Generalist reporters irritate us as they trample heedlessly over our specialist subjects. Train nerds like me seethe at every reference to “a steam train” that actually means a locomotive, or the notion that freight is conveyed in carriages rather than wagons.
If Radio 4’s Today programme foolishly pronounces Alnwick as it is spelt, how many more of its “facts” may be similarly flawed?
Then there are those endless surveys suggesting that the great British public is bestially stupid, and recognises the name of Churchill only as a nodding insurance mascot.
Spot the difference: 1 |
I console myself with the belief that resentment of intrusive market researchers must tempt people to offer ludicrously wrong answers. At least until the next time I chance upon a TV or radio quiz show.
Then there are reports of the latest research proving that eating meat or drinking tea will give you cancer, or cure it. Usually both, on successive days.
Plus the news of fresh EU directives and European Court judgements, usually calculated to cause something to be thrown across the sitting room with a shout of “Haven’t they got anything better to do?”
At the highest level is live news footage of events that one can’t quite believe are actually happening. The fall of the Twin Towers on 9/11 and last year’s Japanese tsunami both fell into this category of a reality so dreadful that it seemed more likely to have been invented by a Hollywood studio with all the resources of computer-generated imagery at its disposal.

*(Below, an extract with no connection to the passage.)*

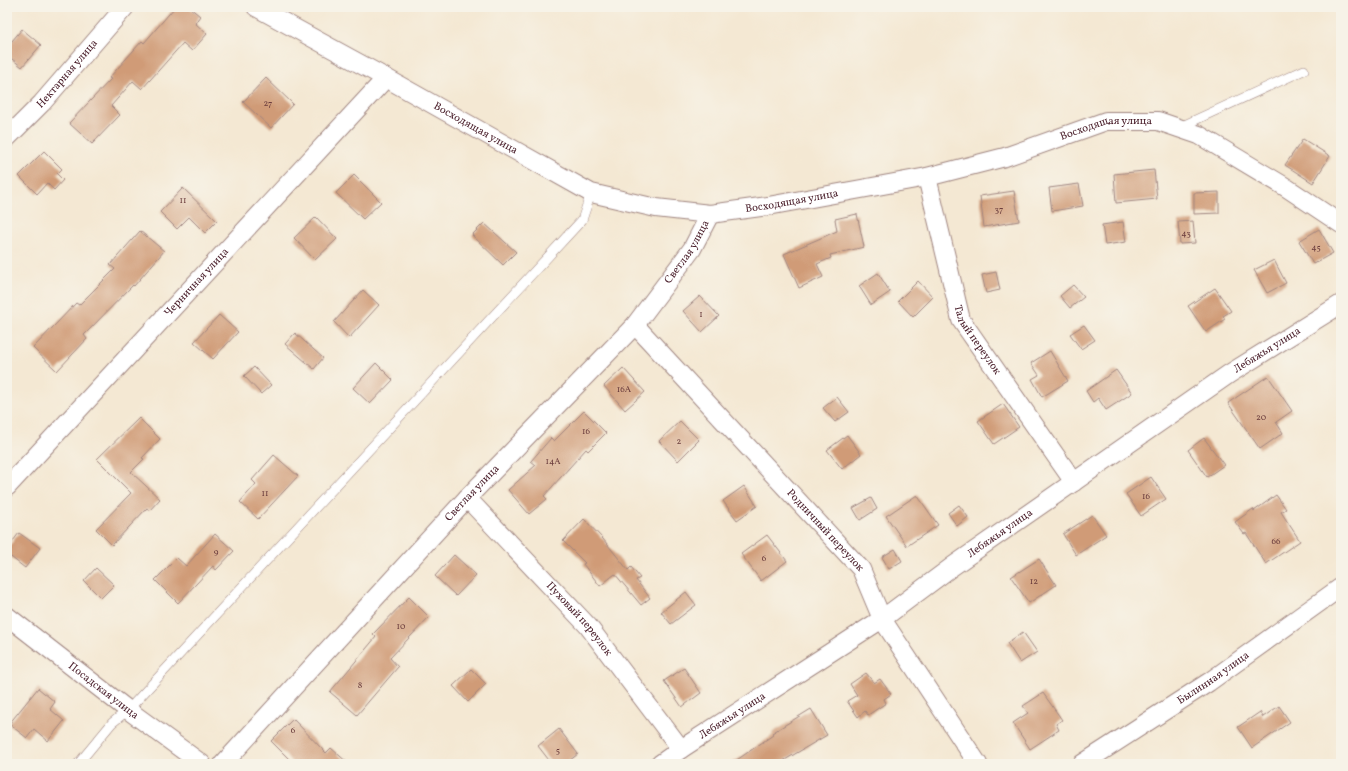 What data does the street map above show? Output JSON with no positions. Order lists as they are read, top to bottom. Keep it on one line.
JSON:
{"streets":{"street":["Нектарная улица","Восходящая улица","Светлая улица","Черничная улица","Талый переулок","Лебяжья улица","Родничный переулок","Пуховый переулок","Былинная улица","Посадская улица"]},"crossings":[["Восходящая улица","Светлая улица"],["Восходящая улица","Черничная улица"],["Восходящая улица","Талый переулок"],["Светлая улица","Родничный переулок"],["Светлая улица","Пуховый переулок"],["Талый переулок","Лебяжья улица"],["Лебяжья улица","Родничный переулок"],["Лебяжья улица","Пуховый переулок"]],"house_numbers":["27","11","37","43","45","1","16А","20","16","2","14А","11","16","66","9","6","12","10","8","6","5"]}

And then there is North Korea. Can any of us quite grasp the utter weirdness of that closed society: a hereditary monarchy that claims to be communist and whose leaders apparently enjoy lives of almost unbelievable self-indulgence while its people starve? Yet who stage epic displays of public grief when one Kim drops of the perch to be replaced by another, looking even stranger than the last. We have seen nothing like that in Europe outside Enver Hoxha’s Albania and the Miliband family.
Watching film of the elder Kim’s state funeral, I could not help thinking that the whole thing seemed far too much like a spoof conceived as a Christmas entertainment by the CIA. But then the catchphrase of another columnist kept echoing in my head: “You could not make it up.”
Dreaming up the sheer barminess of North Korea would have been beyond the satirical powers of Swift or Orwell, never mind the sort of American civil servants whose most original idea of the last century was trying to assassinate Fidel Castro with an exploding cigar.
I have only made one New Year resolution for 2012, in response to strong representations from my wife, and that is to spend more time counting my blessings. I shall begin by giving thanks that I do not live anywhere near the Korean peninsula, and in a free and open society.
Those of us of a Eurosceptic cast of mind are sometimes dismissed as “little Englanders” but I, for one, am anything but. I am delighted to live in a country that punches far above its weight in so many areas of art and science, and which has given the great gift of its language to the world. As communications improve, why on earth do some people insist that we must narrow our horizons and hop into bed with the girl next door, particularly when it is Frau Merkel?
Spot the difference: 2 |
There is only one thing that slightly dents my unusual sense of optimism at this time, and that is the fact that a chubby kid who appears a dead ringer for Timmy Timpson, the legendary spoilt brat from Viz comic, is currently sitting in Pyongyang nursing a nuclear trigger. That and those predictions that the world will end on 21 December, when the Mayan calendar runs out.
But, apart from that, what could possibly go wrong? Happy new year, everyone.